For all of those reasons, and also because R and I are done. (Our being done has nothing to do with having had babies, or the struggles we went through to have them, or the losses we endured.)
I haven't talked about it publicly. Even though there are only 2 people I know of IRL who know my identity as the author of this blog, I won't go into great detail here for the sake of privacy. I am very sad about it. I wish it didn't have to be.
But after 20 years of our marriage being what it was (or, more the problem - it not being what it wasn't), I broke. In more ways than one. And then I tried for 2 years. Weekly marriage counseling. Individual counseling for me. Individual counseling for him. 18 months of being separated.
It turns out that as much as I can focus and push and pursue something I want (hello, 10 years of infertility), I can't actually change another person. Nor is it my job to.

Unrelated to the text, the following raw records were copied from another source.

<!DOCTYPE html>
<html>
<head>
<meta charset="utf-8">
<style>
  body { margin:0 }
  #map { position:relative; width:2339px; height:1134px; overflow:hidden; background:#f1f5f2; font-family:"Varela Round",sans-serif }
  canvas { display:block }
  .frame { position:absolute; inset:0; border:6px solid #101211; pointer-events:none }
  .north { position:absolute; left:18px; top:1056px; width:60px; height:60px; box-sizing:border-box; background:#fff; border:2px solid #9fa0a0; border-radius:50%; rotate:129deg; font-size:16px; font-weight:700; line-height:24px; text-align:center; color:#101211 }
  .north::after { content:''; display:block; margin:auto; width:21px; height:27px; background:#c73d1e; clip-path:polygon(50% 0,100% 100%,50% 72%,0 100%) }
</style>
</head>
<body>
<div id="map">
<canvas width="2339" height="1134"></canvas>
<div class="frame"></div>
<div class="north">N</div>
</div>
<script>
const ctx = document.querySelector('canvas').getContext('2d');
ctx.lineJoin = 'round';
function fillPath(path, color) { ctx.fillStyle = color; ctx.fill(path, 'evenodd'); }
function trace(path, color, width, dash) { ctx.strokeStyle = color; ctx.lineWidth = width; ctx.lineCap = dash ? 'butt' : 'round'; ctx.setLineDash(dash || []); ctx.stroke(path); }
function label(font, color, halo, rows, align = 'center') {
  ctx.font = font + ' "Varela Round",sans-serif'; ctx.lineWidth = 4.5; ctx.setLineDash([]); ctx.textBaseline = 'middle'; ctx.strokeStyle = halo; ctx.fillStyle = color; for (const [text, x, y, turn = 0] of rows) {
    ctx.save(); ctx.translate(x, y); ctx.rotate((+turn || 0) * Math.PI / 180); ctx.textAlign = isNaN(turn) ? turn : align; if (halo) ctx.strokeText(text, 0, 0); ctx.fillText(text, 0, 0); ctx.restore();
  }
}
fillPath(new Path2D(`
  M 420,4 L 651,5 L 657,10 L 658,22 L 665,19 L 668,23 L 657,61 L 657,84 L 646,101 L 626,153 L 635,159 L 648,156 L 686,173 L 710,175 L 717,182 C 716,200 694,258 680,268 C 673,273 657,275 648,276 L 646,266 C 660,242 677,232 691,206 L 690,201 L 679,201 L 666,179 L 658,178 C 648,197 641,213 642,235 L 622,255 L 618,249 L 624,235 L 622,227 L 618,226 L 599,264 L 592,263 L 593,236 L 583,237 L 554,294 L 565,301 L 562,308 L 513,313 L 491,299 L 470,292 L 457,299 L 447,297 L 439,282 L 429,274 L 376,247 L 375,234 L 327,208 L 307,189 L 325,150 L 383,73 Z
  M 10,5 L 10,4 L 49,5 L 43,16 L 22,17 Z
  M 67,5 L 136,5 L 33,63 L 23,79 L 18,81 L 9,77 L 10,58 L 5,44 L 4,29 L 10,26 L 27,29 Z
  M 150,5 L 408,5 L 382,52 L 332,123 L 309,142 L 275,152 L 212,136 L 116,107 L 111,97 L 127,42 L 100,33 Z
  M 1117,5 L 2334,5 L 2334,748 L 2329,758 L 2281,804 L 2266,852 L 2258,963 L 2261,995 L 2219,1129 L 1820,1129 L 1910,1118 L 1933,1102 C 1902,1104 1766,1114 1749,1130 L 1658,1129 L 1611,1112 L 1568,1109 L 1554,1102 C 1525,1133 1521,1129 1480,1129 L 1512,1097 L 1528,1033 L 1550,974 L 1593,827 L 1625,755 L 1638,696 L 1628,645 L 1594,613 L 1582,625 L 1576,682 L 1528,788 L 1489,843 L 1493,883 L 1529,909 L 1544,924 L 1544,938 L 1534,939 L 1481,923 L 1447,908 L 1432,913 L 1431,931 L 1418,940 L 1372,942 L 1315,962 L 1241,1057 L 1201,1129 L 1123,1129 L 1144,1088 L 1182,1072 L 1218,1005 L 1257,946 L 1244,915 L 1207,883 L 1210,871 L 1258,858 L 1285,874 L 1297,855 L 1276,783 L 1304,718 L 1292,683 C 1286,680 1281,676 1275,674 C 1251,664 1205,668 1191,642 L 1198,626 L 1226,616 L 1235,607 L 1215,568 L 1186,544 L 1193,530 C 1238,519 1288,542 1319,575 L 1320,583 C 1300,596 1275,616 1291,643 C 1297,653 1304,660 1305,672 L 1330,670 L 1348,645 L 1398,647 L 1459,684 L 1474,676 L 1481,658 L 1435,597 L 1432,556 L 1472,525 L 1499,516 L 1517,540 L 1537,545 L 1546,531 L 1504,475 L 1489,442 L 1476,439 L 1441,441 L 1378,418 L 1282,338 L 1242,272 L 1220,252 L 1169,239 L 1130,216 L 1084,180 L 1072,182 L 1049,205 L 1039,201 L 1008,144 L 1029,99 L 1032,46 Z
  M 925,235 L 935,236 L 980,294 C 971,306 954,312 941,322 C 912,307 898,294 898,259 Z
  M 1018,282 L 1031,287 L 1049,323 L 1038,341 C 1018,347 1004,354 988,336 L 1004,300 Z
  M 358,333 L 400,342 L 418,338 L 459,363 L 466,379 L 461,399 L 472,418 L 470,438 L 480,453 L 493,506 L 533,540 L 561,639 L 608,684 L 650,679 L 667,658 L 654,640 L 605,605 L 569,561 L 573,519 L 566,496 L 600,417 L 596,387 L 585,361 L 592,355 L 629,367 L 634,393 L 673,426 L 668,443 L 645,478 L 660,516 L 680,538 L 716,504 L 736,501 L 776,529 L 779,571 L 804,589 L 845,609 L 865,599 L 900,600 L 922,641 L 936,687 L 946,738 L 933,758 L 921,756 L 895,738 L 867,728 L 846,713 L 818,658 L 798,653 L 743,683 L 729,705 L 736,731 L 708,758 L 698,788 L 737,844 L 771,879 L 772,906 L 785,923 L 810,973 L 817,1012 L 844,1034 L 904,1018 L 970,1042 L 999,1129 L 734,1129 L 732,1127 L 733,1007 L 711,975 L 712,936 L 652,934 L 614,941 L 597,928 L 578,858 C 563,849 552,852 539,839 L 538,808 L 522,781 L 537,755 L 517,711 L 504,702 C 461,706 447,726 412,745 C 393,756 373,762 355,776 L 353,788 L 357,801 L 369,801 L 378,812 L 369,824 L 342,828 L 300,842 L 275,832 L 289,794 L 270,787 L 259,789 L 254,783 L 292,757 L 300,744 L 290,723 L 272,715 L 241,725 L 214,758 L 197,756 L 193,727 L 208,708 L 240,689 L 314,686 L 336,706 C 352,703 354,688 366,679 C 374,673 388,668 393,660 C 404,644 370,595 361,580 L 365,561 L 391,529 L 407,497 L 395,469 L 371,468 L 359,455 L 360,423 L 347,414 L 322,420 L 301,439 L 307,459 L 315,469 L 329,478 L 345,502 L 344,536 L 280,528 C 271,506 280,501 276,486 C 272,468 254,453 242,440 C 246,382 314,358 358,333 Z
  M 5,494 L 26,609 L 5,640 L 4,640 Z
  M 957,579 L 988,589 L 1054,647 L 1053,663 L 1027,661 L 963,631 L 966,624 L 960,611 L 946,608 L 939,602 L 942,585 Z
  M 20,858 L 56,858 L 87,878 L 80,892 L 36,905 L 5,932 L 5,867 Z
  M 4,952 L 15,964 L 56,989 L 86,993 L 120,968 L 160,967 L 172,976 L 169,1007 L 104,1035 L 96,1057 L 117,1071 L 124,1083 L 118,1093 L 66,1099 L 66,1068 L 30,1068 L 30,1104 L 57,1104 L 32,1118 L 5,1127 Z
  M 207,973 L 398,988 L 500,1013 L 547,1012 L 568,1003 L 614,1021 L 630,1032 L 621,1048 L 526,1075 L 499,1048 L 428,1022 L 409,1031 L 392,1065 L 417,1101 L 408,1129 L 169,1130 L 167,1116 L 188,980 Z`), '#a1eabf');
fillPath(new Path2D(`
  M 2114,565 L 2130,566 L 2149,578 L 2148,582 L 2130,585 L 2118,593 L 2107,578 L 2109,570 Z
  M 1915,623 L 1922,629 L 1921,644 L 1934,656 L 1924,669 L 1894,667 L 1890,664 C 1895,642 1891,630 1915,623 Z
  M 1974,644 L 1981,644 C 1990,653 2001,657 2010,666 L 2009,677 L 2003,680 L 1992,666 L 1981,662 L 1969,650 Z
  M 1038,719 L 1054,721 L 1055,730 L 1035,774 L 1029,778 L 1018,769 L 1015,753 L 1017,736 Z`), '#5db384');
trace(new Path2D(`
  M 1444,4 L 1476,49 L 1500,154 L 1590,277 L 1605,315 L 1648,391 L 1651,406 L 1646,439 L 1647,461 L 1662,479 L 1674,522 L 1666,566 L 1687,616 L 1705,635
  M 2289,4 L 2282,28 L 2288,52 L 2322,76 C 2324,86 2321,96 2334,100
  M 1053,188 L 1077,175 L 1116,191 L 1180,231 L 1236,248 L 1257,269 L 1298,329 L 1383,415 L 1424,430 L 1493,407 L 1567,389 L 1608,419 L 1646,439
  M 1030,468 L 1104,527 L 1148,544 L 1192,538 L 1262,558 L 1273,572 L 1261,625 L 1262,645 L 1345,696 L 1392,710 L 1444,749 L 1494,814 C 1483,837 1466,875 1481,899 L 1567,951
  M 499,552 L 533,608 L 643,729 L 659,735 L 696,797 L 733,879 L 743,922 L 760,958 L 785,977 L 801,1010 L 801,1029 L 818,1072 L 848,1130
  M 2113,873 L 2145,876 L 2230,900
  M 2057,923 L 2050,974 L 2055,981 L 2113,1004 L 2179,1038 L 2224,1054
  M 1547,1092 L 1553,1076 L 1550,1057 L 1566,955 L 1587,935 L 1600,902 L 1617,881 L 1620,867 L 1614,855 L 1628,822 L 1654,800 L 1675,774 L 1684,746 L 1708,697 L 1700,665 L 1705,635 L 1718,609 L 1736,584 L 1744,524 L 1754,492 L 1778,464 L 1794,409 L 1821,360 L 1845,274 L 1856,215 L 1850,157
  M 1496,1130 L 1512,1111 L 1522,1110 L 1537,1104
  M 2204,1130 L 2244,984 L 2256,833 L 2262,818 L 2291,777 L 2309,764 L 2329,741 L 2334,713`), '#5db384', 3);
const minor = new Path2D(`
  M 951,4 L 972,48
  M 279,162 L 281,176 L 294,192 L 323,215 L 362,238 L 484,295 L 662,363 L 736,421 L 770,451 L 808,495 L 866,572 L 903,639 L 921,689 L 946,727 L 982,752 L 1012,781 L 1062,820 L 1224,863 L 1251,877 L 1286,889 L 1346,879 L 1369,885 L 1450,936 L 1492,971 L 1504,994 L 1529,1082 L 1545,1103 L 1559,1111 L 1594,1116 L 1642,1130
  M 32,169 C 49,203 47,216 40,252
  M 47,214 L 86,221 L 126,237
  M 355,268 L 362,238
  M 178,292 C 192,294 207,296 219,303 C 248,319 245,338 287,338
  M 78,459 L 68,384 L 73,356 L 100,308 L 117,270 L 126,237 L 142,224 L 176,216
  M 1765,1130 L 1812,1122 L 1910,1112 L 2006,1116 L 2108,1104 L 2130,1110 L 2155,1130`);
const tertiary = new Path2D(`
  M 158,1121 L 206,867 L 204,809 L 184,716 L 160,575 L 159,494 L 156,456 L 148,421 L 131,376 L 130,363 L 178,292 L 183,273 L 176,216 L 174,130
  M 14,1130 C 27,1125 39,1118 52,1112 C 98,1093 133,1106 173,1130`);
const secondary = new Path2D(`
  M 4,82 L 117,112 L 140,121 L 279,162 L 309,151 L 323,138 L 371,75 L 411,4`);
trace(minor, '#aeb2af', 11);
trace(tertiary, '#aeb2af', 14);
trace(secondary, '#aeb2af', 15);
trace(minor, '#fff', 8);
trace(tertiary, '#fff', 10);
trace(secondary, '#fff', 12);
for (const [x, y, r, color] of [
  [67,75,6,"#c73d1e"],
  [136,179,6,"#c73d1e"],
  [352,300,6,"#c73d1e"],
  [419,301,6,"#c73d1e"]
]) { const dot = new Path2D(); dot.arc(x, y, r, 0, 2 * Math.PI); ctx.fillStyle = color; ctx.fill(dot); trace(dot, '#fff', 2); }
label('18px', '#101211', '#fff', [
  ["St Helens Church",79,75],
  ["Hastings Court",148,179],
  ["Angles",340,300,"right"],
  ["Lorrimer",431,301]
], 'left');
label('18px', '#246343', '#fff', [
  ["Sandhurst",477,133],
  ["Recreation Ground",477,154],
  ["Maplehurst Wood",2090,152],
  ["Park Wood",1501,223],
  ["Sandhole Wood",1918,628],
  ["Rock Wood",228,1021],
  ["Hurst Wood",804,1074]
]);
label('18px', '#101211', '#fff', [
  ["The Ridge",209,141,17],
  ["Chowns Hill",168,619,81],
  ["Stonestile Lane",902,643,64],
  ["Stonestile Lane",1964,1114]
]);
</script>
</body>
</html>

It is my job to accept what is. (Learning to do that is still a work in progress for me.) And to decide whether I can live with what is or not. And in this case, the answer is not. Being in a desperately unhappy marriage, that sadly is in a much worse place after 2 years of a LOT of therapy, is damaging my physical, emotional and mental health.
And worst of all, it's damaging our children. Again I won't go into details, but last month A initiated a conversation with me that broke my heart. She is 5 years old, and she summed up the problem in our marriage in 6 words!
She sees it.
And it's not because I've spoken badly of R to her or her brother. R and I don't speak badly about each other to the kids. We just don't, period. It is not an option. We're polite and civil to each other and cooperative and we still do a lot of family things together, including spending Christmas Eve under the same roof so we're both there when they wake up in the morning.
But still, she sees it. And what she said to me about her expectations for her own future marriage, what will be required of her and what won't be required of her partner, was devastating.
I can't teach her to settle for that, to accept that. And I can't teach her brother that it's what he should expect in his future marriage or relationships either. If I teach them those things, I am setting them up for failure.
I'm working on accepting that I shouldn't settle for it either. But it's hard guys, it's really really hard. And sad.
I never envisioned my kids having divorced parents.
It certainly wasn't how I expected our story to go.